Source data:
--- START ---

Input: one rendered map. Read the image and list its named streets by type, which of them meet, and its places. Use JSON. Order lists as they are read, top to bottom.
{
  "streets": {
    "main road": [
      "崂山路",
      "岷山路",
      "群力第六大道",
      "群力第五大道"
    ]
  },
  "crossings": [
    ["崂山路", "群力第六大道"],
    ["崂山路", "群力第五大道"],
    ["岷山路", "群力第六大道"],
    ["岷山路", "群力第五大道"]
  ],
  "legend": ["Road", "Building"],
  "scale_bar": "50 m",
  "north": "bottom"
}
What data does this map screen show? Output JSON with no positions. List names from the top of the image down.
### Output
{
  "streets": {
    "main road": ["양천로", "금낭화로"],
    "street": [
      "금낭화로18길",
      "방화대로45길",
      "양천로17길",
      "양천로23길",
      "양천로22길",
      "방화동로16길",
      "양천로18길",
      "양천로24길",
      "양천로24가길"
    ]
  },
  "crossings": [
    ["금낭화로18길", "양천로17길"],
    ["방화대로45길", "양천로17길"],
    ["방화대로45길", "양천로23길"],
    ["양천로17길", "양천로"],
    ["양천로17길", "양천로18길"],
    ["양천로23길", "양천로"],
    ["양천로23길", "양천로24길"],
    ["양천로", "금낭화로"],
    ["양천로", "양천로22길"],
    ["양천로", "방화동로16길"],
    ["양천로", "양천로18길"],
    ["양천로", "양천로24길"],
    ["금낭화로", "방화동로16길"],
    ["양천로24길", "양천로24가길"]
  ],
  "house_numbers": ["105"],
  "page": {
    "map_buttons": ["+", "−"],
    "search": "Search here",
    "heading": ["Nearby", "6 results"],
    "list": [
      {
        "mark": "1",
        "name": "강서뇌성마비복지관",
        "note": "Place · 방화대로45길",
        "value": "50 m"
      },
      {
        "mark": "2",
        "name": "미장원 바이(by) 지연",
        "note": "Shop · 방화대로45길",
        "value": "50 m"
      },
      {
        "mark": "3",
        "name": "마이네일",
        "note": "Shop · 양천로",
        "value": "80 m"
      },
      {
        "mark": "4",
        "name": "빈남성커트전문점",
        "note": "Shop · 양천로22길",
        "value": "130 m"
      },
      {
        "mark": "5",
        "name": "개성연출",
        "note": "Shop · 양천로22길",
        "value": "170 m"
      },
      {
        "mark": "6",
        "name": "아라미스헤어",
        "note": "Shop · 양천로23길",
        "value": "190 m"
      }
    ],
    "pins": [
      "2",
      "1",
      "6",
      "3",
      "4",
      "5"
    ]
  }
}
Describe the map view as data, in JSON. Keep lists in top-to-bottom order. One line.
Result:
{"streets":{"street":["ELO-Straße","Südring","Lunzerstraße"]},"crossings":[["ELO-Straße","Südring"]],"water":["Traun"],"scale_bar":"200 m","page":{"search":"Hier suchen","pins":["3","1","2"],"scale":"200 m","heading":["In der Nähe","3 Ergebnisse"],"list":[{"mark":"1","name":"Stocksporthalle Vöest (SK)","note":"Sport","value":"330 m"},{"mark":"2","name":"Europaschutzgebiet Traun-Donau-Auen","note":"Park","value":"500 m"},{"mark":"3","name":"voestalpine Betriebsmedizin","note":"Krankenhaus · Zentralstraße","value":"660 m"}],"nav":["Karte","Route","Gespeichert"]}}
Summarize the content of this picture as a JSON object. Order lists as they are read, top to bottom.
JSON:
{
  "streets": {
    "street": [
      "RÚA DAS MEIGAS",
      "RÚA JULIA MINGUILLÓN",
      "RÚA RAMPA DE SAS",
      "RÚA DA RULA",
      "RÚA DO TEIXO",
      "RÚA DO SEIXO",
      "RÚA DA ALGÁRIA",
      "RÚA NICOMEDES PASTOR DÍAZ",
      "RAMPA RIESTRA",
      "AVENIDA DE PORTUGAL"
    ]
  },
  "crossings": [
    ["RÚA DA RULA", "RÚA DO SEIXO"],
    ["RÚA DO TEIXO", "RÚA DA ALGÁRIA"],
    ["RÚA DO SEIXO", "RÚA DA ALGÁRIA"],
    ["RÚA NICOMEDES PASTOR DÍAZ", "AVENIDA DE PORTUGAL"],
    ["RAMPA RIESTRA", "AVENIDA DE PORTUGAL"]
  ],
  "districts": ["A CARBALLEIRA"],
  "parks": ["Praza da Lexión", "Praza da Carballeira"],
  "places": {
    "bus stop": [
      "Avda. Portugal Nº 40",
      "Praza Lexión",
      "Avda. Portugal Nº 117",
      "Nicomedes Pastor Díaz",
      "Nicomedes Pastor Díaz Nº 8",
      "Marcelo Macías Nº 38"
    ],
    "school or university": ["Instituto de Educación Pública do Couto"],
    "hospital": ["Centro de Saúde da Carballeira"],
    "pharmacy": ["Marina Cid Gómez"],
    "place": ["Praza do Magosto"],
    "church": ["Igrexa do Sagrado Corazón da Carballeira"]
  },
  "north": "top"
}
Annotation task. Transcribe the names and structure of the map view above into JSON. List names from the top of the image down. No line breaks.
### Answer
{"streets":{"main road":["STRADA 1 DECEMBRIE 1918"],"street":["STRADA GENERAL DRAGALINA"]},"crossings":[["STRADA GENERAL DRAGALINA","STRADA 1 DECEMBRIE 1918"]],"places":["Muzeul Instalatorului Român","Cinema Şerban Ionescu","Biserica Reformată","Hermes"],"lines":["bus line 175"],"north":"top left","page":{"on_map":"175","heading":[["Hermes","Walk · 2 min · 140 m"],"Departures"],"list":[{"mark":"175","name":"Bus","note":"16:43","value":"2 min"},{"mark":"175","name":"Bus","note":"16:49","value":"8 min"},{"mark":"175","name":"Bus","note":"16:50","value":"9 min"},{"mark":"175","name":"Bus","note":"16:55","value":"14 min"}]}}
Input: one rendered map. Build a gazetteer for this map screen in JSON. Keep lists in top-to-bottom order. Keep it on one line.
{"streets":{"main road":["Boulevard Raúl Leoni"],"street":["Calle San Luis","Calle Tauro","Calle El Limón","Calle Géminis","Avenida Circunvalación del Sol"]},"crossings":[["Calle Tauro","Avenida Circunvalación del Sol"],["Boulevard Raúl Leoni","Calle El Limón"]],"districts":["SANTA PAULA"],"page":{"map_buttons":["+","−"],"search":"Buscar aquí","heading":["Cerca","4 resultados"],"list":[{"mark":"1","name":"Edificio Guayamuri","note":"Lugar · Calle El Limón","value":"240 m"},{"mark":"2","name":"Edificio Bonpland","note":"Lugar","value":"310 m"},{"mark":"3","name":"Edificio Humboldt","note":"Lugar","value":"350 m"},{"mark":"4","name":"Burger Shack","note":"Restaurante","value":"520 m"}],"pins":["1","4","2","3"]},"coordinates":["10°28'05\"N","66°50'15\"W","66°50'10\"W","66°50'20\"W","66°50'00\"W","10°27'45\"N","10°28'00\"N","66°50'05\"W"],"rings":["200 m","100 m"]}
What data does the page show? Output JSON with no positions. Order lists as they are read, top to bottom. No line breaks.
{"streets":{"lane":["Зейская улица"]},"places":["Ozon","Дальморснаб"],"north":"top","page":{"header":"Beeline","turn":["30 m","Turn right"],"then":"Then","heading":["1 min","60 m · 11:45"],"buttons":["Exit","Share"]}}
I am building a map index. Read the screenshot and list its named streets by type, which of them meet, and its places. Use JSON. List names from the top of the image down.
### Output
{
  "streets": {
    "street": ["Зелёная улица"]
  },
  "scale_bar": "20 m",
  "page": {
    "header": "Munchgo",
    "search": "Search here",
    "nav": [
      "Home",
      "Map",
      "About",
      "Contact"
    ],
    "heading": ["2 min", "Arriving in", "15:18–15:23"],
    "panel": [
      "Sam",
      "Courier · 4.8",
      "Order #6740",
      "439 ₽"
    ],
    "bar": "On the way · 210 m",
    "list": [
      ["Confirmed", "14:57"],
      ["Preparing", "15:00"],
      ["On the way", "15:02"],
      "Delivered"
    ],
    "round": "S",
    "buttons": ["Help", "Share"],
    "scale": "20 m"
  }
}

--- END ---

After locating the line that contains "What data does this", please copy exactly every line from the start of the records through it, and nothing else.

Input: one rendered map. Read the image and list its named streets by type, which of them meet, and its places. Use JSON. Order lists as they are read, top to bottom.
{
  "streets": {
    "main road": [
      "崂山路",
      "岷山路",
      "群力第六大道",
      "群力第五大道"
    ]
  },
  "crossings": [
    ["崂山路", "群力第六大道"],
    ["崂山路", "群力第五大道"],
    ["岷山路", "群力第六大道"],
    ["岷山路", "群力第五大道"]
  ],
  "legend": ["Road", "Building"],
  "scale_bar": "50 m",
  "north": "bottom"
}
What data does this map screen show? Output JSON with no positions. List names from the top of the image down.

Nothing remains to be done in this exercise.